Meanwhile, Miesha Tate was losing ground with the same audience. Already an underdog in a fight she entered as the champion, Tate’s resentment got the better of her when she endeavored to get all up in Ronda Ro-zay’s grill at Friday’s weigh-in. It’s a common bit of pre-fight drama when both parties openly profess outright disdain for each other, but Tate played the petty nonsense card by claiming Rousey should be fined for responding to her physical provocations. The Mean Girls-level machinations failed, but another source of cheap heat kicked up quickly. Tate’s boyfriend, anonymous UFC featherweight Bryan Caraway, went on an ugly bro-rant via Twitter after Rousey claimed she could beat him in a fight.
It was dumb, but it was also MMA. And it did invert things, for better or worse. After months of Rousey being cast as the knave to Tate’s white knight, the imaginary narrative collapsed under the weight of complex individuals acting in complex ways. It was a relief when, finally, we were left with what really mattered: the damn fight.
Referee Mark Matheny wisely realized that asking for any sort of pre-fight handshake was pointless. Neither woman was ready to set aside the ill-intentioned words fueling the ill-intentioned actions to come, especially not in the name of pretend mutual respect. Few things stoke my anticipation of violence like a referee who realizes he best get out the way. These two were, like the reality TV sub-people say, not there to make friends.
While Matheny granted a wide berth, Tate took the opening bell as her signal to dive straight into the breach. Eyes ablaze with the fury of a champion scorned, she refused Rousey the luxury of settling into her first title-fight experience. Past opponents made the mistake of trying to catch Rousey coming in, but Tate had learned from that folly and stepped into the pocket with punches that made clear she was not about to get tossed by an Olympic judo bronze medalist without at least making her consider a rock-you-in-the-face/stab-your-brain-with-your-nose-bone scenario.

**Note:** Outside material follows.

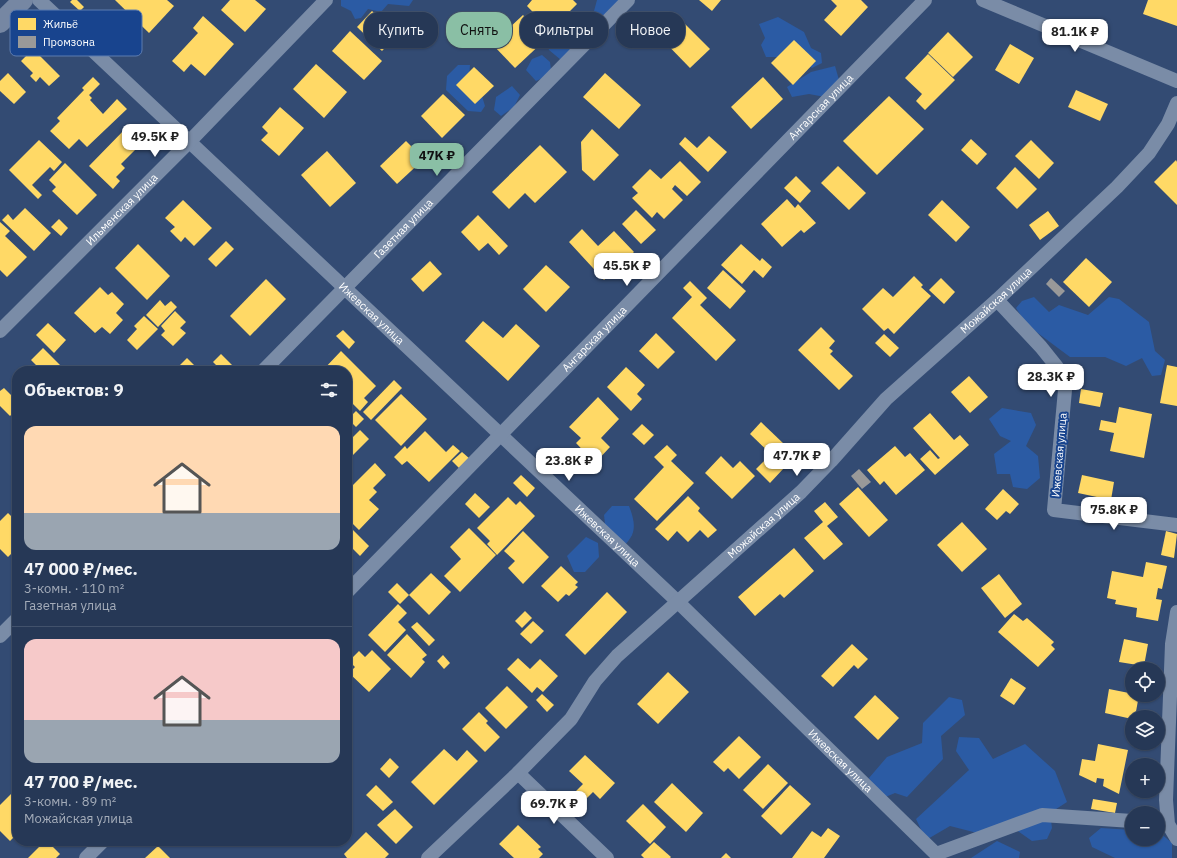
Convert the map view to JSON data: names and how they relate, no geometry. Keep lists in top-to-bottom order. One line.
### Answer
{"streets":{"street":["Ангарская улица","Ильменская улица","Газетная улица","Можайская улица","Ижевская улица"]},"crossings":[["Ангарская улица","Ижевская улица"],["Ильменская улица","Ижевская улица"],["Газетная улица","Ижевская улица"],["Можайская улица","Ижевская улица"]],"legend":["Жильё","Промзона"],"page":{"chip":["Купить","Снять","Фильтры","Новое"],"price":["81.1K ₽","49.5K ₽","47K ₽","45.5K ₽","28.3K ₽","47.7K ₽","23.8K ₽","75.8K ₽","69.7K ₽"],"heading":"Объектов: 9","list":[{"name":"47 000 ₽/мес.","note":"3-комн. · 110 m² · Газетная улица"},{"name":"47 700 ₽/мес.","note":"3-комн. · 89 m² · Можайская улица"}],"map_buttons":["+","−"]}}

Rousey betrayed her own discomfort with striking by making the amateur’s mistake of moving straight back while attempting to counter-punch. A head-snapping jab was the price she paid, but, like Martin Prince moving all-in on soy, Tate got greedy. That jarring jab gave way to wild hooks that mostly missed and, more importantly, sent Tate barreling into Rousey’s not-so-loving embrace.
Within three seconds, Tate was on the floor. Five seconds later and Rousey had moved to side-control. This was starting to look like every Rousey fight ever, and every Rousey fight ever has ended the same way—with an arm bending in ways arms are not supposed to bend. Thirty seconds later and Tate’s arm wasn’t bending so much as it was on the verge of snapping.
And then Rousey experienced something new. Gamely turning into the armbar, Tate gutted out the pain, got to her feet and, defying every self-preservation instinct of which I’m aware, rejoined the fray wholeheartedly. Suddenly it was Rousey’s turn to stand on the precipice of defeat as Tate deftly took her back and the threat of a rear naked choke loomed large.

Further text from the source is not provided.